== PROVIDED RECORDS

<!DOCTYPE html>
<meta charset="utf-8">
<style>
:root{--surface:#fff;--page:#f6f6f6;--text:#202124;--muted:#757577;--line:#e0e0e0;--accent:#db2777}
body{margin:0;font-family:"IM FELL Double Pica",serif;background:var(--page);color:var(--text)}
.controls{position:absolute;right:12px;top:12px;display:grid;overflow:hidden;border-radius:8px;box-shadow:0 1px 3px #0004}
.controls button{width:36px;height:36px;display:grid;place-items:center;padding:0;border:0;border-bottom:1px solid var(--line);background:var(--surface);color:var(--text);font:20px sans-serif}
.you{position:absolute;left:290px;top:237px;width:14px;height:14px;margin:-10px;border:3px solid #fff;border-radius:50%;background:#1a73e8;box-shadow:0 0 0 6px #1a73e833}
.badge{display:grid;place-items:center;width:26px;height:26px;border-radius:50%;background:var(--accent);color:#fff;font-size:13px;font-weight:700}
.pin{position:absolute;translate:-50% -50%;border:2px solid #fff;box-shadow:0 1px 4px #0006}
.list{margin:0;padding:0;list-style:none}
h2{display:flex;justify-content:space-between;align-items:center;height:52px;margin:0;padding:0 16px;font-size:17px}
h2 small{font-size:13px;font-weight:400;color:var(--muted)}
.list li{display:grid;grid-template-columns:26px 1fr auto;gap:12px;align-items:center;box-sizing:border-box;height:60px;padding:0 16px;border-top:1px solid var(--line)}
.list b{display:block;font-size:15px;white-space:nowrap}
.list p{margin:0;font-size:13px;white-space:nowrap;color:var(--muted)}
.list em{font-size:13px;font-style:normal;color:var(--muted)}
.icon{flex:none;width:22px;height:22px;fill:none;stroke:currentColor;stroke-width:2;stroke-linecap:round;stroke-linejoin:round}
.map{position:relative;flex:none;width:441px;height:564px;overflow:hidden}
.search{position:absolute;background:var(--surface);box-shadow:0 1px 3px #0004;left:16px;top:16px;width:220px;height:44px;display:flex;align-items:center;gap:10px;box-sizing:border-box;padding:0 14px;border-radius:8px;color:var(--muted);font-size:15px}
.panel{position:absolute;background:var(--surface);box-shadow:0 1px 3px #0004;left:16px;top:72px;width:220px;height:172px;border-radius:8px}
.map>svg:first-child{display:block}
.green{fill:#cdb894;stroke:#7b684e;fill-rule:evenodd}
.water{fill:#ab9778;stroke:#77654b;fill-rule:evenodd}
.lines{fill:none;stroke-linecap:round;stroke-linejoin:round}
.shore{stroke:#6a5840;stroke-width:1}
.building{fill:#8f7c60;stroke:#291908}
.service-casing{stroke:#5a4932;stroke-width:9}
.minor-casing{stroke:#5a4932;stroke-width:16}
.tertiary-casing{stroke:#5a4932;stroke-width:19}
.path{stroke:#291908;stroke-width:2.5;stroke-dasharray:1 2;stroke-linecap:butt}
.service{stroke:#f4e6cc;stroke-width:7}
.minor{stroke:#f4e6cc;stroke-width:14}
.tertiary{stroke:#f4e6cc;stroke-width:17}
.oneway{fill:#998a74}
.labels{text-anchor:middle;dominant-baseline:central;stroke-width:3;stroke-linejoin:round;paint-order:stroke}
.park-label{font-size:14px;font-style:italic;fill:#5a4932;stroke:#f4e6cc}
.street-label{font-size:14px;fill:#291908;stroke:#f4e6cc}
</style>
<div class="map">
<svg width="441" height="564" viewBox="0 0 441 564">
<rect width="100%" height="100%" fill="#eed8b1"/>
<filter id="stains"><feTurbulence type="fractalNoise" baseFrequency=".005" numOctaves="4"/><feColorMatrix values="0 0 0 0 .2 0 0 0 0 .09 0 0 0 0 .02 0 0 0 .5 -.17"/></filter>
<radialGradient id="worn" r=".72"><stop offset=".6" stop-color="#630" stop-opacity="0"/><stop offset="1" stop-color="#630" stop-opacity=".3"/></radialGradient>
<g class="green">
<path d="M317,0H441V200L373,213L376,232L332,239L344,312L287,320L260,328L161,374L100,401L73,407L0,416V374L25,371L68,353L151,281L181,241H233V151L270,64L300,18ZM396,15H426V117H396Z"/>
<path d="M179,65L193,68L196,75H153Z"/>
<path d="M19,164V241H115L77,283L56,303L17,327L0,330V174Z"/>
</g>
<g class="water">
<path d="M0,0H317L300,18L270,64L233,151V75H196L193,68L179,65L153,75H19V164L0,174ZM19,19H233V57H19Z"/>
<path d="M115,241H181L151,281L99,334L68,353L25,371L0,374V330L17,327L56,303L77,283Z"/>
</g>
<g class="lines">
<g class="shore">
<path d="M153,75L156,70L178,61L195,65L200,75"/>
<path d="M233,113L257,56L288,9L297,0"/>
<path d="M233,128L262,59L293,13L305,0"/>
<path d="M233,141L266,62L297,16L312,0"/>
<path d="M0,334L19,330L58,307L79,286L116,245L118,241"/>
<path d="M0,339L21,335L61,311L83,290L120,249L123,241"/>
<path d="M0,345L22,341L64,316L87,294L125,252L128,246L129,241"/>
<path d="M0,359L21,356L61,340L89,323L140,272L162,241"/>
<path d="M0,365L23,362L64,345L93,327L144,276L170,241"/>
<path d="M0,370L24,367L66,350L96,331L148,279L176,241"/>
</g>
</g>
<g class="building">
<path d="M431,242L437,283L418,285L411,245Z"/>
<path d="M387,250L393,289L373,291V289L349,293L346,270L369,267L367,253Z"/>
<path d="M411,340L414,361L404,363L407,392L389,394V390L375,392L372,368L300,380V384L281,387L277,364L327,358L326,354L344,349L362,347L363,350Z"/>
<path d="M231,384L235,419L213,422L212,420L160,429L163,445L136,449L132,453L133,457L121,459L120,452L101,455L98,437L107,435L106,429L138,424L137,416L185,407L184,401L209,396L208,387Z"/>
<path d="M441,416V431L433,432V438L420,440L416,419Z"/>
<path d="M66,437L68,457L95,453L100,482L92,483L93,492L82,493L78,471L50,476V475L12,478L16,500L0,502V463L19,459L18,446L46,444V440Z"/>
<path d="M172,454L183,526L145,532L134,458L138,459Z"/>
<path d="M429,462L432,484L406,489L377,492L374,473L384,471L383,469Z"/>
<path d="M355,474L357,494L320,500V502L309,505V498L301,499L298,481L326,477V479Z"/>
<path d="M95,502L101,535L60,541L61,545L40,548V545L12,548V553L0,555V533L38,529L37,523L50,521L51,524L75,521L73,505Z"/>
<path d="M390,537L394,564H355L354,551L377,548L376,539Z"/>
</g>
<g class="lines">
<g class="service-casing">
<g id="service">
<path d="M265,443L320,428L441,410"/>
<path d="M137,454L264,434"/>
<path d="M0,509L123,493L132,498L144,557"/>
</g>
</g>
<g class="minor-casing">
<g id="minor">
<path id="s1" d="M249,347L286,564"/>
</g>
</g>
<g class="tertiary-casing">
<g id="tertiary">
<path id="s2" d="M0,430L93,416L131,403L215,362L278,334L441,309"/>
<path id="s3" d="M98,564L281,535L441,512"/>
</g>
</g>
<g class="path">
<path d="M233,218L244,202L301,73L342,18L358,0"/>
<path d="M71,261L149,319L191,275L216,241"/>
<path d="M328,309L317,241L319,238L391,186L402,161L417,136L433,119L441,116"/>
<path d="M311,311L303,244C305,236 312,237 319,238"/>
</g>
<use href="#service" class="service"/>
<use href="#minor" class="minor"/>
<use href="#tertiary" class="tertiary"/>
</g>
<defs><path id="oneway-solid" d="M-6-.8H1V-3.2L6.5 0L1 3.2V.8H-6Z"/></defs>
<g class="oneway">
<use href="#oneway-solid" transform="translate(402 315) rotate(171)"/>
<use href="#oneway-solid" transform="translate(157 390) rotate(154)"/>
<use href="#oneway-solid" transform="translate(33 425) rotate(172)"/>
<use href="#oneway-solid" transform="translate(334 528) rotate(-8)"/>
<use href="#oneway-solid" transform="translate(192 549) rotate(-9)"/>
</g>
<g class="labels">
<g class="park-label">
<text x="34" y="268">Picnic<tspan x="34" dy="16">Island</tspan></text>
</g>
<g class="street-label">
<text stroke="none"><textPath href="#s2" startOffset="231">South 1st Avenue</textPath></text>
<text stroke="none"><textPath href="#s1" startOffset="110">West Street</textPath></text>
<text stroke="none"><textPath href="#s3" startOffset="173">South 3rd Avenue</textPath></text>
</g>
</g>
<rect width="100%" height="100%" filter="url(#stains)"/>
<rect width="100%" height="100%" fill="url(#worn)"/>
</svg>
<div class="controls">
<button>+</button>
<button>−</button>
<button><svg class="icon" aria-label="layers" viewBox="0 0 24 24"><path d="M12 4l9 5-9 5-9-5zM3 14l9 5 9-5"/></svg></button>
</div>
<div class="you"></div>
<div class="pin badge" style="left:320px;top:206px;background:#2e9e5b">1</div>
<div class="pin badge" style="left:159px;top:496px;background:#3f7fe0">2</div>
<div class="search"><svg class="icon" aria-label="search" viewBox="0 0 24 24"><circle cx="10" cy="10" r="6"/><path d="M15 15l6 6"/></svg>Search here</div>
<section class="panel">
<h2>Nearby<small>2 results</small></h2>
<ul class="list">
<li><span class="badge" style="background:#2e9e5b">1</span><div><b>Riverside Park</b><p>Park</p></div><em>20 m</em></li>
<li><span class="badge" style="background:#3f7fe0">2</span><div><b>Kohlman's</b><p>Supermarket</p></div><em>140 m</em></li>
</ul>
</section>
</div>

====

**PROBLEM TO WORK ON:**
All lines of the entries containing the string "worn" must be shown in full.

**RESPONSE TO THE TASK:**
<radialGradient id="worn" r=".72"><stop offset=".6" stop-color="#630" stop-opacity="0"/><stop offset="1" stop-color="#630" stop-opacity=".3"/></radialGradient>
<rect width="100%" height="100%" fill="url(#worn)"/>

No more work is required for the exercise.